Lewis Hamilton Ungkap Trauma Masa Sekolah, Dilempar Pisang hingga Alami Kekerasan Fisik
BRACKLEY - Lewis Hamilton buka suara soal trauma yang dibawanya sejak sekolah hingga dewasa. Pembalap tim Mercedes AMG Petronas itu tak ragu menyebut masa sekolah sebagai bagian paling traumatis dalam hidupnya.
Seperti diketahui, Hamilton tumbuh dan besar di Inggris sebagai bocah keturunan imigran dari Kepulauan Karibia. Kulitnya yang hitam menjadi sasaran empuk dari para perundung berkulit putih di sekolahnya.

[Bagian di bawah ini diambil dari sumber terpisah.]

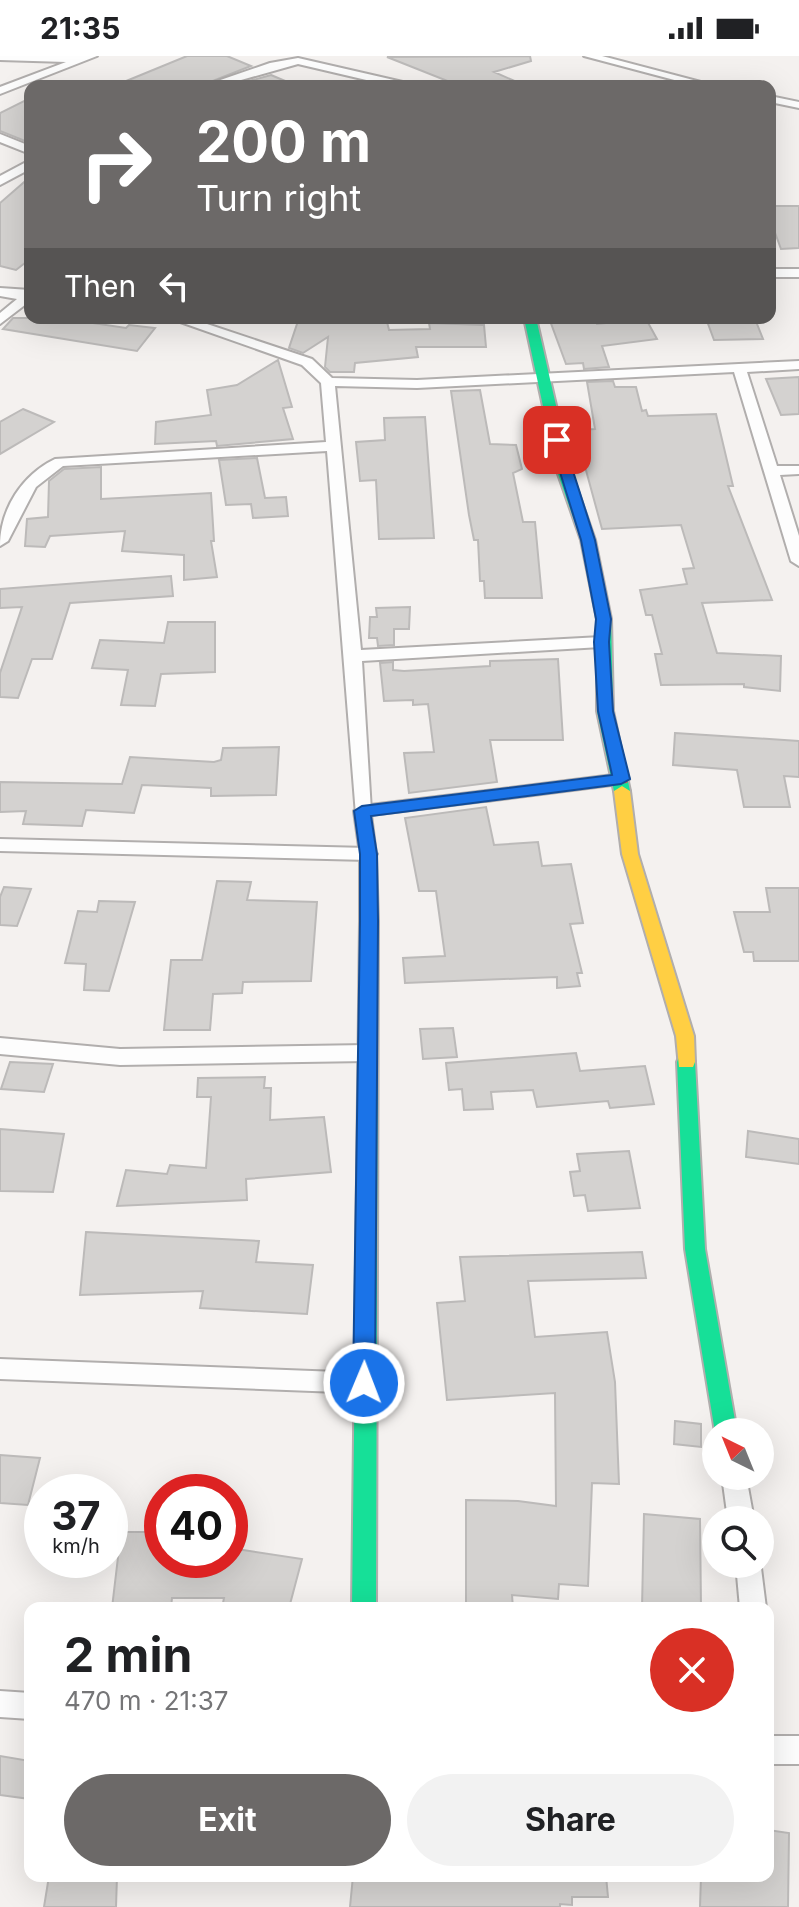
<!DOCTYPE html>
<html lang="en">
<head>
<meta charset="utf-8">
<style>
  body { margin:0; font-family:Inter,sans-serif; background:#f2f2f2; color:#202124; height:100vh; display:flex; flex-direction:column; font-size:30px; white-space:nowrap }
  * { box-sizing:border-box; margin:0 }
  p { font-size:26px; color:#757577 }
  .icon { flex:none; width:44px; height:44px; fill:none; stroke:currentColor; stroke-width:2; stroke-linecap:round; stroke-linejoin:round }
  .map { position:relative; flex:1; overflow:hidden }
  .sheet { position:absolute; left:24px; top:1546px; width:750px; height:280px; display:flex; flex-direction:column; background:#fff; border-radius:16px; box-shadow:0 8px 32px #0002 }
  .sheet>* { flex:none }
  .banner { position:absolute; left:24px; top:24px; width:752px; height:244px; border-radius:16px; box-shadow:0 8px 32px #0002; background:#6c6968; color:#fff; overflow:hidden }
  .needle { width:52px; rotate:317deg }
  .controls { position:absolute; left:702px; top:1362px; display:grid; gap:16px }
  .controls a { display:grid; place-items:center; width:72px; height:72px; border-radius:50%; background:#fff; box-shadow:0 8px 32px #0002; font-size:40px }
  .speed { position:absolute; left:24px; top:1418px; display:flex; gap:16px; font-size:40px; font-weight:700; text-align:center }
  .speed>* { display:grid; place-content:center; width:104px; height:104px; border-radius:50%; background:#fff; box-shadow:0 8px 32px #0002; line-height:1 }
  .speed small { font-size:20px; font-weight:400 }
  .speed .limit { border:12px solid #d22; background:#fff; color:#111 }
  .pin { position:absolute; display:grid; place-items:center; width:68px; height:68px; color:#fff; margin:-34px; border-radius:16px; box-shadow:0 4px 12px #0006 }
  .me { position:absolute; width:88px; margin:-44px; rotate:1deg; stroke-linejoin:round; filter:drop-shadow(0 0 6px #0008) }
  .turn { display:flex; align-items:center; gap:28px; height:168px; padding:0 40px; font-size:36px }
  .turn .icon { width:104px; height:104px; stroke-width:2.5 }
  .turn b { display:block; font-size:56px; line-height:68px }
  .then { display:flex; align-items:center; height:76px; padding:0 40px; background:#0003; gap:16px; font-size:30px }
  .round { display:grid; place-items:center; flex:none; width:84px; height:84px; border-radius:42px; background:#f2f2f2 }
  .head { display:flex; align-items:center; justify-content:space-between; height:136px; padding:0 40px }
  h1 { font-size:48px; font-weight:700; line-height:60px }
  .cta { display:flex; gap:16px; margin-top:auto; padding:16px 40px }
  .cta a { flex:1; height:92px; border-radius:48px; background:#6c6968; color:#fff; font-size:32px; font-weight:700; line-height:92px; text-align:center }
  .cta a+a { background:#f2f2f2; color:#202124 }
  .status { display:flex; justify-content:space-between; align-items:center; height:56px; padding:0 40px; background:#fff; direction:ltr }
  .status svg { height:22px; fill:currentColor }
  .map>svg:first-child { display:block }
  .building { fill:#d4d2d0; stroke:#bcbab9; stroke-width:2 }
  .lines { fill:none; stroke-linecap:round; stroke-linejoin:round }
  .street-casing { stroke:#b1aead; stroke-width:4 }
  .fast-casing { stroke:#b1aead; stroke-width:4 }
  .slow-casing { stroke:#b1aead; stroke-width:4 }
  .jam-casing { stroke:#b1aead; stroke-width:4 }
  .street { fill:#fdfdfd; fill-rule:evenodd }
  .fast { fill:#16e098; fill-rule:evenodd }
  .slow { fill:#ffcf43; fill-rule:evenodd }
  .jam { fill:#f24e42; fill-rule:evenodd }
  .route { fill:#1a73e8; stroke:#114b97; stroke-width:2 }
</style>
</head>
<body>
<div class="status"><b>21:35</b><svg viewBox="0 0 49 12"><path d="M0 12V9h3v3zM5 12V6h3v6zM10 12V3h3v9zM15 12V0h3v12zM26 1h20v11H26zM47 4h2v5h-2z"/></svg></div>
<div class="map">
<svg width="799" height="1851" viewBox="0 0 799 1851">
  <rect width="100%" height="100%" fill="#f4f1ef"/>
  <path class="building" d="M 187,0 L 227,0 L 251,10 L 200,30 L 114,30 Z
    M 530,0 L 531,5 L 494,16 L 526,30 L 460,30 L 387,1 Z
    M 271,19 L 297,30 L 231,30 Z
    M 30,42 L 30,87 L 0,75 L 0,57 Z
    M 30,121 L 30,203 L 16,214 L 0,210 L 0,147 Z
    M 770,150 L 799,150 L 799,192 L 781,193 L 770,163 Z
    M 13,262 L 59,262 L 126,272 L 129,269 L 155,272 L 137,295 L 3,273 Z
    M 299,262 L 386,262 L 389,274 L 430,273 L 429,267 L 484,269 L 486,291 L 416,291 L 418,301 L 355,307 L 354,316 L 330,316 L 325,311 L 328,281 L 303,297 L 289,292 Z
    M 549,262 L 595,262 L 597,268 L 646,263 L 657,283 L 602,290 L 609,311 L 584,313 L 583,307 L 566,308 Z
    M 755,263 L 763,283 L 714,284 L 707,265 Z
    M 278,304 L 292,351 L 283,352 L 293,383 L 217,390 L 216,385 L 155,388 L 156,366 L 211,359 L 207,334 L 237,329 Z
    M 799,321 L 799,358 L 781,359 L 766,323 Z
    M 613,325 L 615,331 L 636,331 L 642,355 L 646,354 L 648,360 L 716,358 L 733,430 L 728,430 L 772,544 L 702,547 L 717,597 L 781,600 L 780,635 L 744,631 L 744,628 L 661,629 L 655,598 L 662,598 L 652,559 L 646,559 L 640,534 L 687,528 L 683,513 L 694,512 L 681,469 L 602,473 L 575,374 L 595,373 L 587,326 Z
    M 480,334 L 490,388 L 516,389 L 522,413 L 513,417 L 523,466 L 535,466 L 542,542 L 485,542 L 484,525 L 480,525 L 478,484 L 474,484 L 469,459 L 451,335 Z
    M 23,353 L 54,366 L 0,398 L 0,366 Z
    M 425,361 L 434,482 L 379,483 L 376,424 L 360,425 L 356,386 L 385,384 L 384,362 Z
    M 257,402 L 265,442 L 286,441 L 288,460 L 253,462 L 251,448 L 226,449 L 219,404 Z
    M 101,411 L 101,443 L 211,437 L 214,485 L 211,485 L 217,521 L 184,524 L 184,499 L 122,495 L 125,475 L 50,480 L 45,491 L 25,490 L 27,463 L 48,461 L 49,425 L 64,413 Z
    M 171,520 L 173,540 L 70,547 L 52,603 L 32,603 L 18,642 L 0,641 L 0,617 L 22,551 L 0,552 L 0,533 Z
    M 410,551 L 409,573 L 394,573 L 394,589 L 378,590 L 377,582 L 369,582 L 370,561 L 377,561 L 376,552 Z
    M 168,566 L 215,566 L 215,616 L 161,618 L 155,650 L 121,649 L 128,614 L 92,612 L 100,584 L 164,587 Z
    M 558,603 L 563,684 L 490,684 L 497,726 L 409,737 L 404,697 L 434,696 L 428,648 L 413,649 L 413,644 L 384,645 L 380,607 L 393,606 L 393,614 L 404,615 L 490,610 L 490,605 Z
    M 675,677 L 799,685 L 799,721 L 784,720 L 790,751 L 744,751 L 737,714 L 673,709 Z
    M 279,691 L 276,739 L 211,740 L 211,732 L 142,729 L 134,757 L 86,754 L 82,770 L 23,768 L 26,755 L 0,756 L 0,726 L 122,728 L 130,701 L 214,706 L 221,704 L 223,692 Z
    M 486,751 L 494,789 L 538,786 L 542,810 L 571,808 L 583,867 L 570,868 L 582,917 L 577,917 L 580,930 L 557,932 L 557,921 L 405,927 L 403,902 L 445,900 L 436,835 L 419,835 L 405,762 Z
    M 217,825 L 251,826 L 247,844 L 317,846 L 311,925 L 243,926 L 242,937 L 213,938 L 210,974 L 164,974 L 171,904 L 202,904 Z
    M 4,831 L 31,833 L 17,870 L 0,869 L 0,841 Z
    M 766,832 L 799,832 L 799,905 L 754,905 L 753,896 L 744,896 L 734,856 L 770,856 Z
    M 99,845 L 135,846 L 109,935 L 84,934 L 86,908 L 65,907 L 78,855 L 97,856 Z
    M 453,972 L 457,1001 L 423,1003 L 420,973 Z
    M 576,997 L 580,1015 L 645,1010 L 654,1048 L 610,1052 L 608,1045 L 537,1051 L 533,1034 L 491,1036 L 493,1053 L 464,1054 L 462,1033 L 449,1034 L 446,1007 Z
    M 10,1006 L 53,1008 L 44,1036 L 1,1033 Z
    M 265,1021 L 264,1032 L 271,1032 L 270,1064 L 324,1061 L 331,1116 L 246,1123 L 247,1144 L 117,1150 L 126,1114 L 167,1118 L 170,1109 L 206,1112 L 211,1041 L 197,1041 L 198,1022 Z
    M 0,1073 L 64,1078 L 53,1136 L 0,1135 Z
    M 748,1075 L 799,1083 L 799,1108 L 746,1101 Z
    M 629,1095 L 640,1152 L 588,1155 L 585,1139 L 574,1140 L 570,1116 L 580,1115 L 577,1098 Z
    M 86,1176 L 259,1185 L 256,1206 L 313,1209 L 307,1258 L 200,1252 L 203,1235 L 80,1239 Z
    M 642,1196 L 646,1222 L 528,1225 L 535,1281 L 607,1276 L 615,1326 L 619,1428 L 592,1427 L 588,1530 L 559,1528 L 558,1543 L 512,1539 L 513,1552 L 466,1552 L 466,1444 L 518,1445 L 556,1450 L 555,1337 L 447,1344 L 437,1247 L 465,1245 L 460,1201 Z
    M 675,1365 L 701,1368 L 701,1391 L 674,1388 Z
    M 0,1399 L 40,1402 L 28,1449 L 0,1447 Z
    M 644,1458 L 700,1463 L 701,1552 L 642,1552 Z
    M 121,1476 L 162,1476 L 162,1504 L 230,1504 L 230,1492 L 302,1503 L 289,1552 L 222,1552 L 224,1542 L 172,1542 L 171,1552 L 112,1552 Z
    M 0,1700 L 30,1705 L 30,1743 L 0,1739 Z
    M 768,1774 L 789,1777 L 788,1851 L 700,1851 L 701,1820 L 768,1820 Z
    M 49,1820 L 117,1820 L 116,1851 L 44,1851 Z
    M 353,1820 L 477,1824 L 478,1820 L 606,1820 L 608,1841 L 572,1841 L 572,1849 L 560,1848 L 560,1851 L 350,1851 Z"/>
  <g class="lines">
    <defs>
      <path id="street" d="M 0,0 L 97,0 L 0,38 L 0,31 L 66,6 L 0,4 Z
        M 584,0 L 602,0 L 716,30 L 697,30 Z
        M 298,2 L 407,27 L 413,30 L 392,30 L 298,8 L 220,30 L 203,30 L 270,7 Z
        M 770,40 L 799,46 L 799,52 L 770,46 Z
        M 0,78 L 30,90 L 30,98 L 0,86 Z
        M 30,104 L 30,113 L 0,129 L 0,120 Z
        M 770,213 L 799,213 L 799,221 L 770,221 Z
        M 0,232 L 30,234 L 30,245 L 0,268 L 0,257 L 17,243 L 0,240 Z
        M 169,262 L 189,262 L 312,303 L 332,322 L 417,324 L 799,305 L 799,313 L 747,316 L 777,410 L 799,410 L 799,418 L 780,419 L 799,480 L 799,510 L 791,505 L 734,316 L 417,332 L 335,330 L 361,594 L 601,581 L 609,586 L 601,591 L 362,605 L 371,755 L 368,759 L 356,759 L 327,395 L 63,410 L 36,431 L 8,485 L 0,490 C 0,453 22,419 55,403 L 326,386 L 321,327 L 302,309 Z
        M 0,783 L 368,792 L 377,798 L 368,804 L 0,795 Z
        M 0,982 L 120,993 L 367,989 L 374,992 L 377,997 L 374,1002 L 367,1005 L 120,1009 L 0,998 Z
        M 0,1303 L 364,1317 L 372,1320 L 376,1327 L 372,1334 L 364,1337 L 0,1323 Z
        M 722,1420 L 746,1420 L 754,1464 L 728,1464 Z
        M 760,1504 L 766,1552 L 740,1552 L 736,1508 L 760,1508 Z
        M 0,1635 L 30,1637 L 30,1663 L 0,1661 Z
        M 768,1680 L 799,1680 L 799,1708 L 768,1708 Z"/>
      <path id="fast" d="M 524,262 L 536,262 L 571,415 L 595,484 L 611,563 L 613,655 L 630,735 L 622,740 L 614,735 L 597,655 L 597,563 L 581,484 L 557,415 Z
        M 486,735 L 494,740 L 492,744 L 371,759 L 376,798 L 378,865 L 376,1552 L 352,1552 L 360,865 L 360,798 L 354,755 L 362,750 Z
        M 686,999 L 693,1001 L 695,1006 L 705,1193 L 737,1376 L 715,1376 L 685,1193 L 677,1006 L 679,1001 Z"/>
      <path id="slow" d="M 622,730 L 630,735 L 638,798 L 694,980 L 695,1006 L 693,1011 L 679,1011 L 676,980 L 622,798 L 614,735 Z"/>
      <path id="jam" d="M 621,718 L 627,719 L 629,723 L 627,727 L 486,745 L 478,740 L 486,735 Z"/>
    </defs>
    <use href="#street" class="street-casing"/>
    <use href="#fast" class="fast-casing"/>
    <use href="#slow" class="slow-casing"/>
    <use href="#jam" class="jam-casing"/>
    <use href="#street" class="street"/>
    <use href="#fast" class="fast"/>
    <use href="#slow" class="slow"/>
    <use href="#jam" class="jam"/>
  </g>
  <path class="route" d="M 557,380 L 563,384 L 595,484 L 611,563 L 609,586 L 613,655 L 630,723 L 621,728 L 371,760 L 377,798 L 378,865 L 375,1327 L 372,1333 L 356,1333 L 353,1327 L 360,865 L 360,798 L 354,755 L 362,750 L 612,719 L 598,655 L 594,586 L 596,563 L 581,484 L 550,384 Z"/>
</svg>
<div class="controls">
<a><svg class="needle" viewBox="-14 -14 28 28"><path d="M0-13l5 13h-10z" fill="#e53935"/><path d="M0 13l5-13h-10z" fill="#757577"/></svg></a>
<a><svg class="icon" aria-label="search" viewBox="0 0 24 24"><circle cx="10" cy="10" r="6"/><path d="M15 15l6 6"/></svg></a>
</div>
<div class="speed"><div>37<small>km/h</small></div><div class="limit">40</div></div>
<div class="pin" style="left:557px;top:384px;background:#d93025"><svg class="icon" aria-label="arrive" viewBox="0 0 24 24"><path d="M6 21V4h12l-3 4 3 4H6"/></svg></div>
<svg class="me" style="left:364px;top:1327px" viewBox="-20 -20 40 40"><circle r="17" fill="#1a73e8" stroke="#fff" stroke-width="3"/><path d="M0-11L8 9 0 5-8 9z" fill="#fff"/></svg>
<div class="banner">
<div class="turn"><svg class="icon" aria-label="right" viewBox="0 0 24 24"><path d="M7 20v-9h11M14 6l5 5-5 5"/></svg><div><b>200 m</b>Turn right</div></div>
<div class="then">Then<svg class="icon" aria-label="left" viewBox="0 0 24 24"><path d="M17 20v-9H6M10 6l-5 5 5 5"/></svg></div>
</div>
<section class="sheet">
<div class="head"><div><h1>2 min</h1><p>470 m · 21:37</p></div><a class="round" style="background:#d93025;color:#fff"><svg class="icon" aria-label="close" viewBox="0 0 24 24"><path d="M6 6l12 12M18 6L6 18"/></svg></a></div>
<div class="cta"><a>Exit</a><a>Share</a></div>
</section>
</div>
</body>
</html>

Hamilton lantas menceritakan pengalaman buruknya itu ketika tampil di podcast On Purpose . Juara dunia F1 tujuh kali itu mengaku sudah mengalami tindakan rasisme sejak berusia enam tahun yang tentu sangat berat baginya.
Tak hanya masalah warna kulit, Hamilton juga sering mendapatkan kekerasan fisik dari teman-teman sekolahnya. Bahkan, dia pernah dilempar pisang! Maka, tak heran bila masa-sama sekolah itu menjadi pengalaman paling traumatis dalam hidupnya.

"Bagi saya, sekolah adalah bagian yang paling traumatis dan paling sulit dalam hidup saya. Saya sudah diintimidasi sejak usia enam tahun," papar Hamilton dalam podcast On Purpose , seperti dilansir dari Sport Bible , Selasa (24/1/2023).
"Di sekolah khusus itu, saya adalah salah satu dari tiga anak kulit berwarna," lanjut pria berkebangsaan Inggris itu.
"Saya lebih besar, kuat, tapi anak-anak yang mengintimidasi sering melemparkan saya ke mana-mana, memukul saya terus-menerus, dan kerap kali melempar saya dengan berbagai benda, seperti pisang, atau memanggil saya negro begitu santai," ungkap Hamilton.
"Di sekolah (menengah) saya, ada 6-7 anak kulit hitam dari 1.200 anak dan kami bertiga ditempatkan di luar kantor kepala sekolah sepanjang waktu. Kepala sekolah hanya mengeluarkannya untuk kami dan khususnya saya, terang pria kelahiran Stevenage itu.
Hamilton pun merasa sistem yang ada di Inggris sangat bertentangan dengan hidupnya. Akan tetapi, dia tak pernah mengadu kepada orang tuanya tentang perlakuan buruk tersebut. Sebab, Lewis tak ingin ayahnya khawatir sang putra tak bisa melewati cobaan tersebut.
"Saya merasa sistem ini tidak sesuai dengan saya, dan saya berenang melawan arus. Ada banyak hal yang saya (harus) tahan," kata Hamilton.
"Saya tidak merasa bisa pulang dan memberi tahu orang tua saya, anak-anak ini terus memanggil saya kata-kata kotor, atau diintimidasi atau dipukuli di sekolah hari ini, saya tidak ingin ayah saya berpikir saya tidak kuat, tandas pria berusia 38 tahun itu.
Bahkan, tekanan terhadap Hamilton pun masih terjadi ketika sudah dewasa dan menjadi juara dunia F1. Dia tak gentar dan tidak terus mengampanyekan perlawanan terhadap rasisme, sesuatu yang pernah membuatnya trauma di masa kecil.